§ **SUPPLIED INFORMATION**:
——————

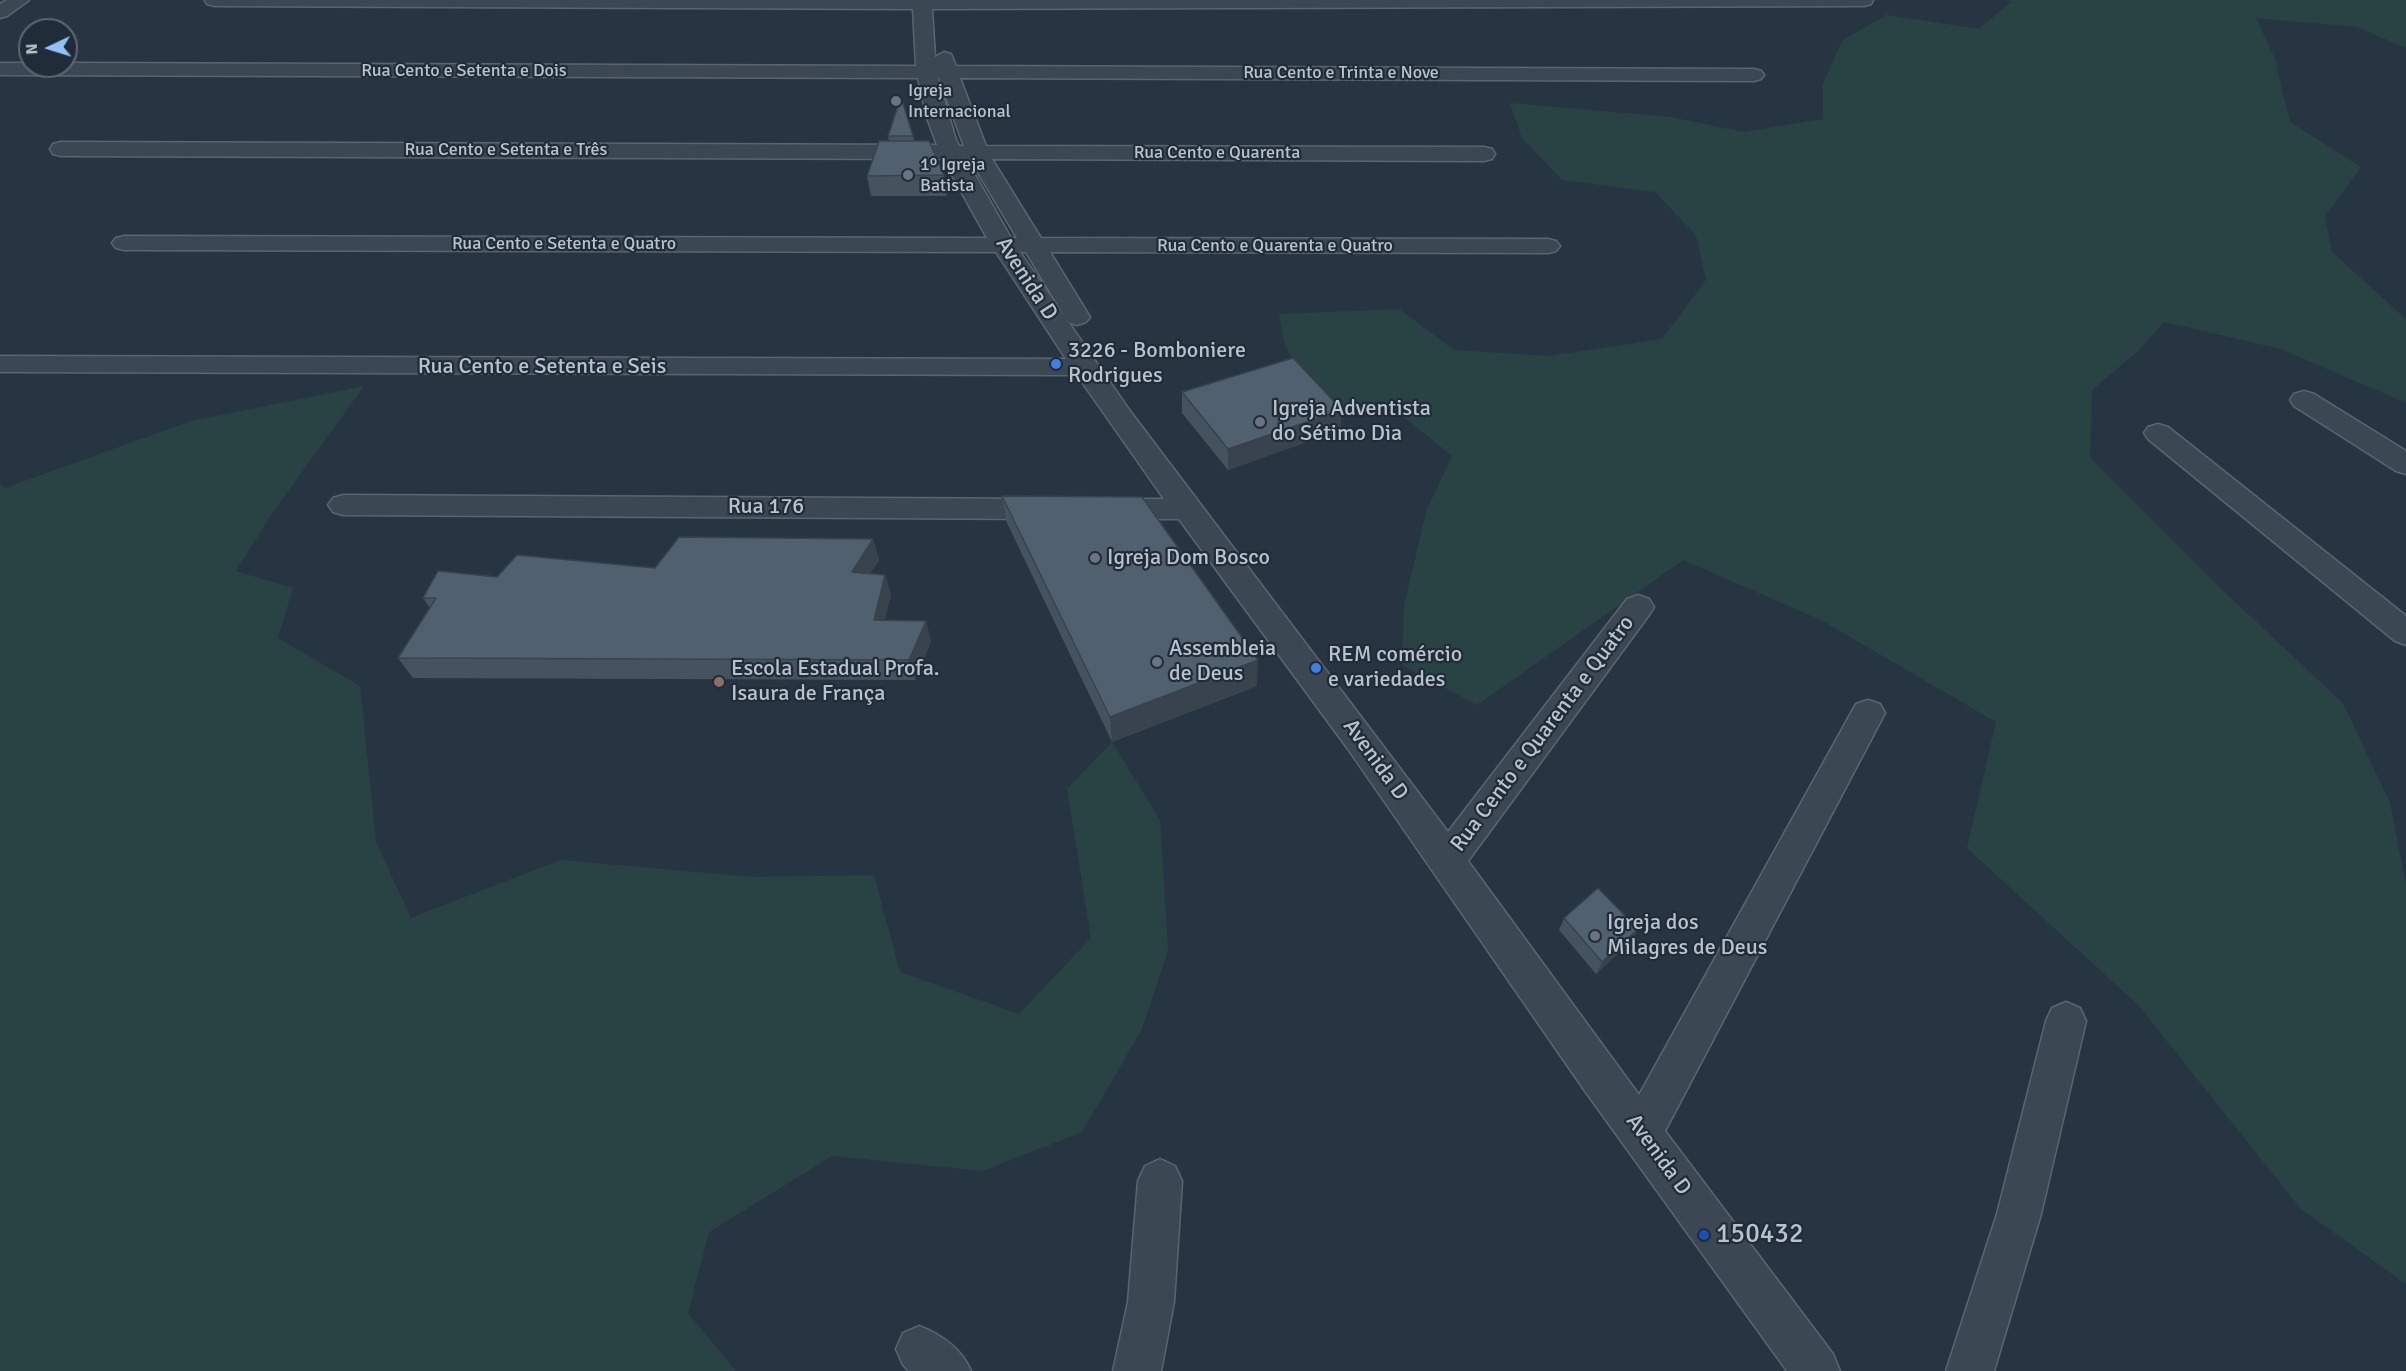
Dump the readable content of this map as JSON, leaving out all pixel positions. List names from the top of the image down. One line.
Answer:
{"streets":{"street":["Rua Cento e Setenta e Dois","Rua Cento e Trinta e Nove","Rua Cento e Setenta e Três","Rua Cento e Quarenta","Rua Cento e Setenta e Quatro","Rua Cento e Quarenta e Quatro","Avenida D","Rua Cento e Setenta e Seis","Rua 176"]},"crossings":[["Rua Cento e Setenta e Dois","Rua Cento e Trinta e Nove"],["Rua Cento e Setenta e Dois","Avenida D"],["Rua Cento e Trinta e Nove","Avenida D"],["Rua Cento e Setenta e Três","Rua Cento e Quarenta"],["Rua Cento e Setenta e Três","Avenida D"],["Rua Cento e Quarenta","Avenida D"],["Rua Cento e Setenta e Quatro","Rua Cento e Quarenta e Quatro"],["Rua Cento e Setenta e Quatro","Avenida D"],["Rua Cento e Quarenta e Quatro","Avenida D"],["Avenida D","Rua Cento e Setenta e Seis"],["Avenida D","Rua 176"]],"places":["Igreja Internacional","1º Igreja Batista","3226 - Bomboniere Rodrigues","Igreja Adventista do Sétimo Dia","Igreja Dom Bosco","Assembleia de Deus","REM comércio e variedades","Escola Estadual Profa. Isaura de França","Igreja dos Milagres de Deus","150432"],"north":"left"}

——————

§ **WHAT YOU WILL DO**: Leaving every picture aside, repeat the listing exactly.

§ **SOLUTION FOR THIS EXERCISE**:
Dump the readable content of this map as JSON, leaving out all pixel positions. List names from the top of the image down. One line.
Answer:
{"streets":{"street":["Rua Cento e Setenta e Dois","Rua Cento e Trinta e Nove","Rua Cento e Setenta e Três","Rua Cento e Quarenta","Rua Cento e Setenta e Quatro","Rua Cento e Quarenta e Quatro","Avenida D","Rua Cento e Setenta e Seis","Rua 176"]},"crossings":[["Rua Cento e Setenta e Dois","Rua Cento e Trinta e Nove"],["Rua Cento e Setenta e Dois","Avenida D"],["Rua Cento e Trinta e Nove","Avenida D"],["Rua Cento e Setenta e Três","Rua Cento e Quarenta"],["Rua Cento e Setenta e Três","Avenida D"],["Rua Cento e Quarenta","Avenida D"],["Rua Cento e Setenta e Quatro","Rua Cento e Quarenta e Quatro"],["Rua Cento e Setenta e Quatro","Avenida D"],["Rua Cento e Quarenta e Quatro","Avenida D"],["Avenida D","Rua Cento e Setenta e Seis"],["Avenida D","Rua 176"]],"places":["Igreja Internacional","1º Igreja Batista","3226 - Bomboniere Rodrigues","Igreja Adventista do Sétimo Dia","Igreja Dom Bosco","Assembleia de Deus","REM comércio e variedades","Escola Estadual Profa. Isaura de França","Igreja dos Milagres de Deus","150432"],"north":"left"}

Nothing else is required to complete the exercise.